Repeat exactly, please, the opening lines of the data below, through and including the line where "1px,303px 1px,303px 96px,323px" sits.

» EXTRACTED ENTRIES:

☆ ☆ ☆ ☆ ☆ ☆ ☆

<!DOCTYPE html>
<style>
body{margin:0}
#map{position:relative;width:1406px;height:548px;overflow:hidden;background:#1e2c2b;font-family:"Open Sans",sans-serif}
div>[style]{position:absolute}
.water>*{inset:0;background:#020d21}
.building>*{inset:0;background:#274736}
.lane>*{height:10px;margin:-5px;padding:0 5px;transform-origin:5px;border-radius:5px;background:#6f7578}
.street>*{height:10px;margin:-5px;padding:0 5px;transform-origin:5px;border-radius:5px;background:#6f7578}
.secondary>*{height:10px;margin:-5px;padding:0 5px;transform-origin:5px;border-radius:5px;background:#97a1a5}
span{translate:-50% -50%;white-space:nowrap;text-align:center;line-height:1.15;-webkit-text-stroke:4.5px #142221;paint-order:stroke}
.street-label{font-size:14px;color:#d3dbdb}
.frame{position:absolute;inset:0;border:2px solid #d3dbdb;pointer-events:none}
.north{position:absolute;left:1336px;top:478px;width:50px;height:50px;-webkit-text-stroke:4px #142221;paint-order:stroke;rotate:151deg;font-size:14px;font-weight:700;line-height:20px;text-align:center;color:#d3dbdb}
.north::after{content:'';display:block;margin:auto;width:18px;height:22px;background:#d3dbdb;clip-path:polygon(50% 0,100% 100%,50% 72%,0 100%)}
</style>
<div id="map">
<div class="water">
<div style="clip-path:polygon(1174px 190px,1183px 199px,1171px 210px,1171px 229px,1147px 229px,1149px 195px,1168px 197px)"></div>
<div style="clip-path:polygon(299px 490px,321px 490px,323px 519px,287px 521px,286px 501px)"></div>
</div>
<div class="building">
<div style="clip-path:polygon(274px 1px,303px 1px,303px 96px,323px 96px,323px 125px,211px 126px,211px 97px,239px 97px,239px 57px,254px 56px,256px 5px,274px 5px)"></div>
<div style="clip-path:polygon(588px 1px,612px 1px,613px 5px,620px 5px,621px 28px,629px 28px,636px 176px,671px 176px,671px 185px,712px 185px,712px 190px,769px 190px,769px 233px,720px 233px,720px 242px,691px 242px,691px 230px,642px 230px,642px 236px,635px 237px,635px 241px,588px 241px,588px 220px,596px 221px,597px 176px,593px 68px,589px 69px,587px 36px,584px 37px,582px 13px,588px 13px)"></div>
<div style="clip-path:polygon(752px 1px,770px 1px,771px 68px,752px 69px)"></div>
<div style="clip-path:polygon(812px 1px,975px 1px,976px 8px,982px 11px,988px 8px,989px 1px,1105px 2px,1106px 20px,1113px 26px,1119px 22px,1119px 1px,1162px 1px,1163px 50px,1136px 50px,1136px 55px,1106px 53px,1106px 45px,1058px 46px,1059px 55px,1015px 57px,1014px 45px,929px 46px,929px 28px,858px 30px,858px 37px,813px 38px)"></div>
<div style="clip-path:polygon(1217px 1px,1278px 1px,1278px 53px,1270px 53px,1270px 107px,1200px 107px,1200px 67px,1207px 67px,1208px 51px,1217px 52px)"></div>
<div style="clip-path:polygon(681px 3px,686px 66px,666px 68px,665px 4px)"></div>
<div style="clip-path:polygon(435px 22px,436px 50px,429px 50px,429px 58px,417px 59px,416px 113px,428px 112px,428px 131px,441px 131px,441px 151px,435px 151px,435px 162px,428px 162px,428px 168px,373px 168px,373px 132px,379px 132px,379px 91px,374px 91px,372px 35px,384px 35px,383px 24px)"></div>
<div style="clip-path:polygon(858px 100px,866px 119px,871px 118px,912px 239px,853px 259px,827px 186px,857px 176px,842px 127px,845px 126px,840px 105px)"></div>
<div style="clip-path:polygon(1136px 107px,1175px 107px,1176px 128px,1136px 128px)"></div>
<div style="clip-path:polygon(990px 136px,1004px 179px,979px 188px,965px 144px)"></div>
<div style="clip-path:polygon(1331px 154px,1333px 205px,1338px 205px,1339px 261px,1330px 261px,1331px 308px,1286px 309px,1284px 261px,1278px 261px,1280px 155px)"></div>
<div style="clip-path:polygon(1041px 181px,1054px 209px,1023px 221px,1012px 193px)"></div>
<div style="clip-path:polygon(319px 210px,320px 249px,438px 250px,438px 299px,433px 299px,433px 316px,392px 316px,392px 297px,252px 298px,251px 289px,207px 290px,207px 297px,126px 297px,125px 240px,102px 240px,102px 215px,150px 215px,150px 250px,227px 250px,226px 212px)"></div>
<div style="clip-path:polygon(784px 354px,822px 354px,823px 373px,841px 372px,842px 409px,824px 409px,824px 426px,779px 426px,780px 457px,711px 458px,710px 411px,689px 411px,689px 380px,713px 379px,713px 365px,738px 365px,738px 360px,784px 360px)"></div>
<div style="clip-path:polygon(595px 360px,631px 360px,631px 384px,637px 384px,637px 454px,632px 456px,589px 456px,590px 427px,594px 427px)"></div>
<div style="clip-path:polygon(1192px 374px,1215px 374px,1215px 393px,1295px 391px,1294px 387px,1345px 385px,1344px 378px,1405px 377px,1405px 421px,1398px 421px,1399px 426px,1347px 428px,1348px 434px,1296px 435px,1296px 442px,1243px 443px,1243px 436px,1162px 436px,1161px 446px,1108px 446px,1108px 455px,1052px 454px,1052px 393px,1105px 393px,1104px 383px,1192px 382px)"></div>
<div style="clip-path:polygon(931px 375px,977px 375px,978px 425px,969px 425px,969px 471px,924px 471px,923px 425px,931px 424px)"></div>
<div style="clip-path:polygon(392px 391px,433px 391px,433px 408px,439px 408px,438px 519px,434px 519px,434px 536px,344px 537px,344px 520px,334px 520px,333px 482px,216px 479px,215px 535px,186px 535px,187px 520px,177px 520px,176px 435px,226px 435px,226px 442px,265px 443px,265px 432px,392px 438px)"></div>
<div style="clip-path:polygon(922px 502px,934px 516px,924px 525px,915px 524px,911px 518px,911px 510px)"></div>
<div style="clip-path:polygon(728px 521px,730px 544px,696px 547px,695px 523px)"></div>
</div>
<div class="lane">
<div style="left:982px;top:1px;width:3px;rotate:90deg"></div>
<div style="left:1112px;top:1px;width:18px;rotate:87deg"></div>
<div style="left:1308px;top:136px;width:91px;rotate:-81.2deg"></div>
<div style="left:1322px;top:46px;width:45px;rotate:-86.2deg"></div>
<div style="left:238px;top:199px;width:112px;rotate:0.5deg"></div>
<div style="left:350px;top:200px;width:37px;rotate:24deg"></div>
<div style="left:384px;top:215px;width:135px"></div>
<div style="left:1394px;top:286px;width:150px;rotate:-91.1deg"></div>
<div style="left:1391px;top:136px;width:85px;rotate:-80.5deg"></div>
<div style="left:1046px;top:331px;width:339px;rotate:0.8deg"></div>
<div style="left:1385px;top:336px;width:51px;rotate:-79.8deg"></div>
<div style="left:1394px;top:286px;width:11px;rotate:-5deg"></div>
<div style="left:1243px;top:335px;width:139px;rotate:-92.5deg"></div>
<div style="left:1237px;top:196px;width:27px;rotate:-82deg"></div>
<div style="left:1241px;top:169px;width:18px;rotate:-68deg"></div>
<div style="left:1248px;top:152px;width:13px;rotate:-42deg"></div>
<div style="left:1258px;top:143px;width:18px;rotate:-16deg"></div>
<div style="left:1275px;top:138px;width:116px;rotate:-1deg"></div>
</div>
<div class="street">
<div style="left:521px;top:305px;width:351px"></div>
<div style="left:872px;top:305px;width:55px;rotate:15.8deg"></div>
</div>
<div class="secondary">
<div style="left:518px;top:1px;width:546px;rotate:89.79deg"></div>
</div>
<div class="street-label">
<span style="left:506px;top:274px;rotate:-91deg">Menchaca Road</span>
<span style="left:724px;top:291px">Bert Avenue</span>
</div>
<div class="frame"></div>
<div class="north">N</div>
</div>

☆ ☆ ☆ ☆ ☆ ☆ ☆

» TASK RESPONSE:
<!DOCTYPE html>
<style>
body{margin:0}
#map{position:relative;width:1406px;height:548px;overflow:hidden;background:#1e2c2b;font-family:"Open Sans",sans-serif}
div>[style]{position:absolute}
.water>*{inset:0;background:#020d21}
.building>*{inset:0;background:#274736}
.lane>*{height:10px;margin:-5px;padding:0 5px;transform-origin:5px;border-radius:5px;background:#6f7578}
.street>*{height:10px;margin:-5px;padding:0 5px;transform-origin:5px;border-radius:5px;background:#6f7578}
.secondary>*{height:10px;margin:-5px;padding:0 5px;transform-origin:5px;border-radius:5px;background:#97a1a5}
span{translate:-50% -50%;white-space:nowrap;text-align:center;line-height:1.15;-webkit-text-stroke:4.5px #142221;paint-order:stroke}
.street-label{font-size:14px;color:#d3dbdb}
.frame{position:absolute;inset:0;border:2px solid #d3dbdb;pointer-events:none}
.north{position:absolute;left:1336px;top:478px;width:50px;height:50px;-webkit-text-stroke:4px #142221;paint-order:stroke;rotate:151deg;font-size:14px;font-weight:700;line-height:20px;text-align:center;color:#d3dbdb}
.north::after{content:'';display:block;margin:auto;width:18px;height:22px;background:#d3dbdb;clip-path:polygon(50% 0,100% 100%,50% 72%,0 100%)}
</style>
<div id="map">
<div class="water">
<div style="clip-path:polygon(1174px 190px,1183px 199px,1171px 210px,1171px 229px,1147px 229px,1149px 195px,1168px 197px)"></div>
<div style="clip-path:polygon(299px 490px,321px 490px,323px 519px,287px 521px,286px 501px)"></div>
</div>
<div class="building">
<div style="clip-path:polygon(274px 1px,303px 1px,303px 96px,323px 96px,323px 125px,211px 126px,211px 97px,239px 97px,239px 57px,254px 56px,256px 5px,274px 5px)"></div>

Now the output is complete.